Lesson 2. In the Classroom.
1) Wire your ipod earphones under the front of your shirt. Turn up the volume when anyone is speaking who is not you. It's just not worth your time when you could be listening to Dave Matthews.
2) Disdain any author you are asked to read, or any assignment emulating their work. Throw up your hands, lean back in your chair and exclaim, "I'm just not seeing the merit in their work!" The more famous, the older, the deader: the better. Hemmingway, Dumas, and Steinbeck are great targets.
3) Use an obnoxious format or grammar-style when writing an essay. Italicizing the entire text is a good one. When the idiot revisions of your classmates and teacher come back to you, fight tooth and nail. They just don't see the vision. Consider writing your next piece in first person, using a dialect.
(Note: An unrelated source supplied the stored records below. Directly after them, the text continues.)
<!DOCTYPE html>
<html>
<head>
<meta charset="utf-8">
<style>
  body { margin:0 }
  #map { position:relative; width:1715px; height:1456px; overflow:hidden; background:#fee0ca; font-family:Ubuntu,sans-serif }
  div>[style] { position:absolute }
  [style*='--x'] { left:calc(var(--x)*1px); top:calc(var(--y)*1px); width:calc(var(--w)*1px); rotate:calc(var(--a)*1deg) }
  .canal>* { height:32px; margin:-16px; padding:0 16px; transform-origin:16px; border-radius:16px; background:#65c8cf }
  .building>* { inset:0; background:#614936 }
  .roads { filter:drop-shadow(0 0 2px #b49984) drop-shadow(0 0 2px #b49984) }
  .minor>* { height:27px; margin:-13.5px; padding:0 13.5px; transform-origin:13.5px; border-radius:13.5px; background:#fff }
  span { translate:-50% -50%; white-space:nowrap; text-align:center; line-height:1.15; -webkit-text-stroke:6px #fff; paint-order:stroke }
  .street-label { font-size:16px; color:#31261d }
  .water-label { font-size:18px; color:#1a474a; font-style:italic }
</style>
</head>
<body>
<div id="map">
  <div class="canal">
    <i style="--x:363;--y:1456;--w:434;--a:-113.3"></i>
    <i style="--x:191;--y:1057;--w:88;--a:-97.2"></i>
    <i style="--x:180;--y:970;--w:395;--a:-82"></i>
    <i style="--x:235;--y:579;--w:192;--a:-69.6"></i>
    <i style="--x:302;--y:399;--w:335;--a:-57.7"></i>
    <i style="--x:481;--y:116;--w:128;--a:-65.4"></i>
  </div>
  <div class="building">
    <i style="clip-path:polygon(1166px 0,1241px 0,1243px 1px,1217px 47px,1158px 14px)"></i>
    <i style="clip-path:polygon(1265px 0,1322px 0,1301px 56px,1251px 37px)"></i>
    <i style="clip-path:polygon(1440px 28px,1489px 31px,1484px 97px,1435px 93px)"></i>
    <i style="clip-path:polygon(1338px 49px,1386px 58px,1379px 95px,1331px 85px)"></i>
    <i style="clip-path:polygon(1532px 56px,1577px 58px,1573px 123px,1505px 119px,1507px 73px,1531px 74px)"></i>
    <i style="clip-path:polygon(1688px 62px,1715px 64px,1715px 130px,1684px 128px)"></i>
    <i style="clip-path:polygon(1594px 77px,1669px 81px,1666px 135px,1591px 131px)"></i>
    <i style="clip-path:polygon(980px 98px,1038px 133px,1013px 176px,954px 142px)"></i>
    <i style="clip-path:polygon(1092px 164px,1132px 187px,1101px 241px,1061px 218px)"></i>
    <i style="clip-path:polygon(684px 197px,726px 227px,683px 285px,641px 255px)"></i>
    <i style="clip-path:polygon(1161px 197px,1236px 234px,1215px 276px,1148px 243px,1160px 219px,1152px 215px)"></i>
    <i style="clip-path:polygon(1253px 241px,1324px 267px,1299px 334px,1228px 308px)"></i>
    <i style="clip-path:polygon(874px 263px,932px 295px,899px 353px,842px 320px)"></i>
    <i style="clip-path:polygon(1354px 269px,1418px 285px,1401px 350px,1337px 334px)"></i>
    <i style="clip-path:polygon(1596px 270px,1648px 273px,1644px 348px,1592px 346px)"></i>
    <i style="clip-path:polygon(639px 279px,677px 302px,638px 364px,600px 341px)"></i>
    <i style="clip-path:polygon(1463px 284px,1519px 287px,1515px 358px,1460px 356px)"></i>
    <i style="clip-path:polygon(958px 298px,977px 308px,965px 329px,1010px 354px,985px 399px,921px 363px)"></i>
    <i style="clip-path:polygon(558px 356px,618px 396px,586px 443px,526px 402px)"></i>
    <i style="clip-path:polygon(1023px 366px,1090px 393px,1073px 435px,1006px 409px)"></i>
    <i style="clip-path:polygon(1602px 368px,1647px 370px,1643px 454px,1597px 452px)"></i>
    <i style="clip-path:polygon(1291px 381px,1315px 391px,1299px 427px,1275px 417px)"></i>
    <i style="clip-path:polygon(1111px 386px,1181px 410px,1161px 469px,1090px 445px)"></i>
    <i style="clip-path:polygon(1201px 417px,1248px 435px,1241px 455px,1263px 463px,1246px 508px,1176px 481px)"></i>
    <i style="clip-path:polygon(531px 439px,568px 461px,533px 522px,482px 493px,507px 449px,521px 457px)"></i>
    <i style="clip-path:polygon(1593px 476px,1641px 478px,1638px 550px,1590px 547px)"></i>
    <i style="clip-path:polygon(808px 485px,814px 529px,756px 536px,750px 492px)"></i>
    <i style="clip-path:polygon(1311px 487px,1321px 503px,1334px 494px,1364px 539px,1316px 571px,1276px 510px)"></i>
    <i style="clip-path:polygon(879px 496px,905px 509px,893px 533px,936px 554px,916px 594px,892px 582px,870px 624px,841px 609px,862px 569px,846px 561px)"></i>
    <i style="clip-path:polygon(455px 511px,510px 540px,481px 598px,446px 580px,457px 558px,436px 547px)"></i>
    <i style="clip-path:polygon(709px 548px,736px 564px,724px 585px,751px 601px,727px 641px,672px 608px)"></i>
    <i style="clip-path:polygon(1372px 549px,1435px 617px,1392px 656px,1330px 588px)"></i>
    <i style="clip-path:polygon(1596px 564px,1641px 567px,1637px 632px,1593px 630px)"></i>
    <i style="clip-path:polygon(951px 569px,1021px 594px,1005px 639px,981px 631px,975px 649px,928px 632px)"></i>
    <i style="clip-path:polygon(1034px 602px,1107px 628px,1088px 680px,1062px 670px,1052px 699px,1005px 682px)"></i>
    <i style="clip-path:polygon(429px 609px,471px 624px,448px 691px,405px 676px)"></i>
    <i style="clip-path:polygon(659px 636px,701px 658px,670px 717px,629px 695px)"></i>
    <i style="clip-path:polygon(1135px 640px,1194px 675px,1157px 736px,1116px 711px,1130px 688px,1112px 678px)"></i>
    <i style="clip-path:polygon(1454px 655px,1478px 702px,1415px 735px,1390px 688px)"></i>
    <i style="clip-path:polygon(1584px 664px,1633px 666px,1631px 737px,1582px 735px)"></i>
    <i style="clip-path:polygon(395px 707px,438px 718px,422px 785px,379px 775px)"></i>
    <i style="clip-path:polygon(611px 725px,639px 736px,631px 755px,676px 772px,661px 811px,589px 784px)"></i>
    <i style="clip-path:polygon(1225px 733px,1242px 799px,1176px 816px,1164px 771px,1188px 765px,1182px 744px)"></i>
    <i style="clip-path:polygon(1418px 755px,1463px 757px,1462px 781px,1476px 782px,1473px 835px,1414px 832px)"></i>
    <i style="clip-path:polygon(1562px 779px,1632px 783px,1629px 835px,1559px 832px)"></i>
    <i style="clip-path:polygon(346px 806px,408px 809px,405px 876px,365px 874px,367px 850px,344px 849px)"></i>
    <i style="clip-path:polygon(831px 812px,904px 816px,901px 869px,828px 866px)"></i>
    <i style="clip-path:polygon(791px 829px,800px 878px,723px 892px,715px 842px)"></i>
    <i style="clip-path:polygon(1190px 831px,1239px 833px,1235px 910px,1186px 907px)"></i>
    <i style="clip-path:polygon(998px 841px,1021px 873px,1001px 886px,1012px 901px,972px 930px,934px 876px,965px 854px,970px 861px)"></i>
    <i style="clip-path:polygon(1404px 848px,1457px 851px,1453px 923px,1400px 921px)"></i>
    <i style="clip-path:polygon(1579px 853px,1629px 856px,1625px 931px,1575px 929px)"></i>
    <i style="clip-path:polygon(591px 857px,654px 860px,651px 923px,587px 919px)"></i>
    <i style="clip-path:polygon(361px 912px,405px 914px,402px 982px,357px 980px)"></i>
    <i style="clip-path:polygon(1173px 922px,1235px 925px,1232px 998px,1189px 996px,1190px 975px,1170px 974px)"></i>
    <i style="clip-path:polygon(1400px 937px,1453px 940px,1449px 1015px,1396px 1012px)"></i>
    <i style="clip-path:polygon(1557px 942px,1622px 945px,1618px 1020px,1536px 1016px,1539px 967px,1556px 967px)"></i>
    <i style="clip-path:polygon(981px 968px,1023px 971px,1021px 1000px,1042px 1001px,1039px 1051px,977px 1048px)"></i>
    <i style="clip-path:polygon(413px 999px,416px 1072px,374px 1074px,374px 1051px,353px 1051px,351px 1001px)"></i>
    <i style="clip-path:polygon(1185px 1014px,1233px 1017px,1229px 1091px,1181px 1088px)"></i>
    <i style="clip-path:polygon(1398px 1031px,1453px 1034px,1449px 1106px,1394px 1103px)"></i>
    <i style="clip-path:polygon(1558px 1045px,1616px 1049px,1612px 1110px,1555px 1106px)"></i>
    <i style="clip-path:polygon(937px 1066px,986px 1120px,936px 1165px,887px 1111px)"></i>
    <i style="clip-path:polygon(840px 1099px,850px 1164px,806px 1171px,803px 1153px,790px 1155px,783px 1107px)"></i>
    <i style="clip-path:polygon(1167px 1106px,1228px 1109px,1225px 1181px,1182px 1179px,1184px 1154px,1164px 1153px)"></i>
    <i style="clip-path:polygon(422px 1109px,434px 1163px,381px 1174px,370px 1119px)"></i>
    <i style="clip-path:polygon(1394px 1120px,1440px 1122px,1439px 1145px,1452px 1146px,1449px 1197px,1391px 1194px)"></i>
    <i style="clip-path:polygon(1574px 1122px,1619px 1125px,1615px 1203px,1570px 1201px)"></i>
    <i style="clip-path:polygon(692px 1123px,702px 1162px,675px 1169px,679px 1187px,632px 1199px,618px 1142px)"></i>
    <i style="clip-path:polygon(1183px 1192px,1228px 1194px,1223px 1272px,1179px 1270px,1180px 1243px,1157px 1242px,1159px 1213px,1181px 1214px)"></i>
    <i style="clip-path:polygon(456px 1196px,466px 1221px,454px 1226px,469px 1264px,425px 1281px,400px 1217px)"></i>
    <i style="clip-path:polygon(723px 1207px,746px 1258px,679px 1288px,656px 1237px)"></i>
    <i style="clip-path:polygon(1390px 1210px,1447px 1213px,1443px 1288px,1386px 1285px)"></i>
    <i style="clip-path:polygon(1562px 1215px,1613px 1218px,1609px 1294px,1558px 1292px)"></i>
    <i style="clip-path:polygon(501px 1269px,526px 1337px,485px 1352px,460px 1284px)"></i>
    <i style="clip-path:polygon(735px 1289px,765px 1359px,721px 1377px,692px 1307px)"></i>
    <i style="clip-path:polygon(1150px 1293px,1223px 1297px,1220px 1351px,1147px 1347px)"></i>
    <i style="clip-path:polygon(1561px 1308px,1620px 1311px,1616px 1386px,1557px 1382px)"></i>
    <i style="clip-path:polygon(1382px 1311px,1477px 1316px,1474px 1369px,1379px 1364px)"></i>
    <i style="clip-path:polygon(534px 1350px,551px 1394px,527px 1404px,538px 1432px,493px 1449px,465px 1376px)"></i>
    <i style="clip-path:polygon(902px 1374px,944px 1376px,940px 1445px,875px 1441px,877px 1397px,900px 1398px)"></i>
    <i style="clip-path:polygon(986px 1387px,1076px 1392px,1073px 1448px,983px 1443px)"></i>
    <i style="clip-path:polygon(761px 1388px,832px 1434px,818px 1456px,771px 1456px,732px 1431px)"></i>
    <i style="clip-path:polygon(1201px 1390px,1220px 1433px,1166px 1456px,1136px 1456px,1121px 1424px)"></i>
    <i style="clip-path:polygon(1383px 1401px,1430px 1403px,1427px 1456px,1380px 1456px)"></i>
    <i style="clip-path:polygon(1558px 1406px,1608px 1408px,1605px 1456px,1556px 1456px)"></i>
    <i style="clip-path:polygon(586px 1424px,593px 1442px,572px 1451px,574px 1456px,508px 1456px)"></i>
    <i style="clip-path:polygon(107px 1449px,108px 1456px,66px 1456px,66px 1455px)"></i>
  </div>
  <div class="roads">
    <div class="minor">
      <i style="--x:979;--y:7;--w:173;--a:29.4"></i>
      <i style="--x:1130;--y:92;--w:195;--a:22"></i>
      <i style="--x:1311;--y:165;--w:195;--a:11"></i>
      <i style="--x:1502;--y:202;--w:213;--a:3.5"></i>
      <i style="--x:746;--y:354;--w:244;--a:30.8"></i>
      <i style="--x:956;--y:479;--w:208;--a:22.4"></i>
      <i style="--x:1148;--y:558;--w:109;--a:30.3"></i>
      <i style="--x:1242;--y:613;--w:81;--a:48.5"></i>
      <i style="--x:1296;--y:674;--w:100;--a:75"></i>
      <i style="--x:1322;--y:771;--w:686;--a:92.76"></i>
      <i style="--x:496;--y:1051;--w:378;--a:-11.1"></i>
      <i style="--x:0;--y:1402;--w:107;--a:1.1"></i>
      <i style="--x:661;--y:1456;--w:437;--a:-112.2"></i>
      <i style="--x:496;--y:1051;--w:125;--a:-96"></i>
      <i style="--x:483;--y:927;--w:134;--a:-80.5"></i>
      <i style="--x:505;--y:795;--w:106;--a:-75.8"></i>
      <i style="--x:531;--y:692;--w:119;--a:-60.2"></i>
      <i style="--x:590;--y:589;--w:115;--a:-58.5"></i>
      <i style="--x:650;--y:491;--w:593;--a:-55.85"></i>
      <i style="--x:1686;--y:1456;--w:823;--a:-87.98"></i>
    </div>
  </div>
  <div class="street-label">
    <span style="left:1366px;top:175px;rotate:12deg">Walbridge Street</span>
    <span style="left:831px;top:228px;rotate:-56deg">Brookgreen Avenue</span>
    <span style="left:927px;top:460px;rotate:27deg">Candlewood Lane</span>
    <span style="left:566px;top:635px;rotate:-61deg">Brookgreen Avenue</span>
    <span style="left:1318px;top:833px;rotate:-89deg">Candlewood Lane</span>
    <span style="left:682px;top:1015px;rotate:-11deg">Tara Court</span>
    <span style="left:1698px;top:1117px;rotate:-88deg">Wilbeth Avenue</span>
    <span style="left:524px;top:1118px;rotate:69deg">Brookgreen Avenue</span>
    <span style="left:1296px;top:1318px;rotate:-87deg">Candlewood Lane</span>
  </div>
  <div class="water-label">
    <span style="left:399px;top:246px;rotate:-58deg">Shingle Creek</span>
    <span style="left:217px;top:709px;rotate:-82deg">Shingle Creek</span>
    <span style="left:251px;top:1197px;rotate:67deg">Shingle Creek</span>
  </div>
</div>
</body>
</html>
4) Constantly refer to your "career in print communication" and "professional work" writing for an angsty indie newspaper only circulated at Food Co-ops and vinyl record stores.
5) Disagree with your professor. Police all comments that do not coincide with your views. Interrupt them when you have to. They're only teaching because they couldn't get published anyway.
Make sure to groan whenever any reference to Twilight is made. Ignore the fact that it is out of your genre of choice, and that you are outside of its target age and audience, but do not ignore the book. Name some of the greatest authors in history and compare them to Stephanie Meyer.
Anyone have any suggestions to aspiring classroom Dicks?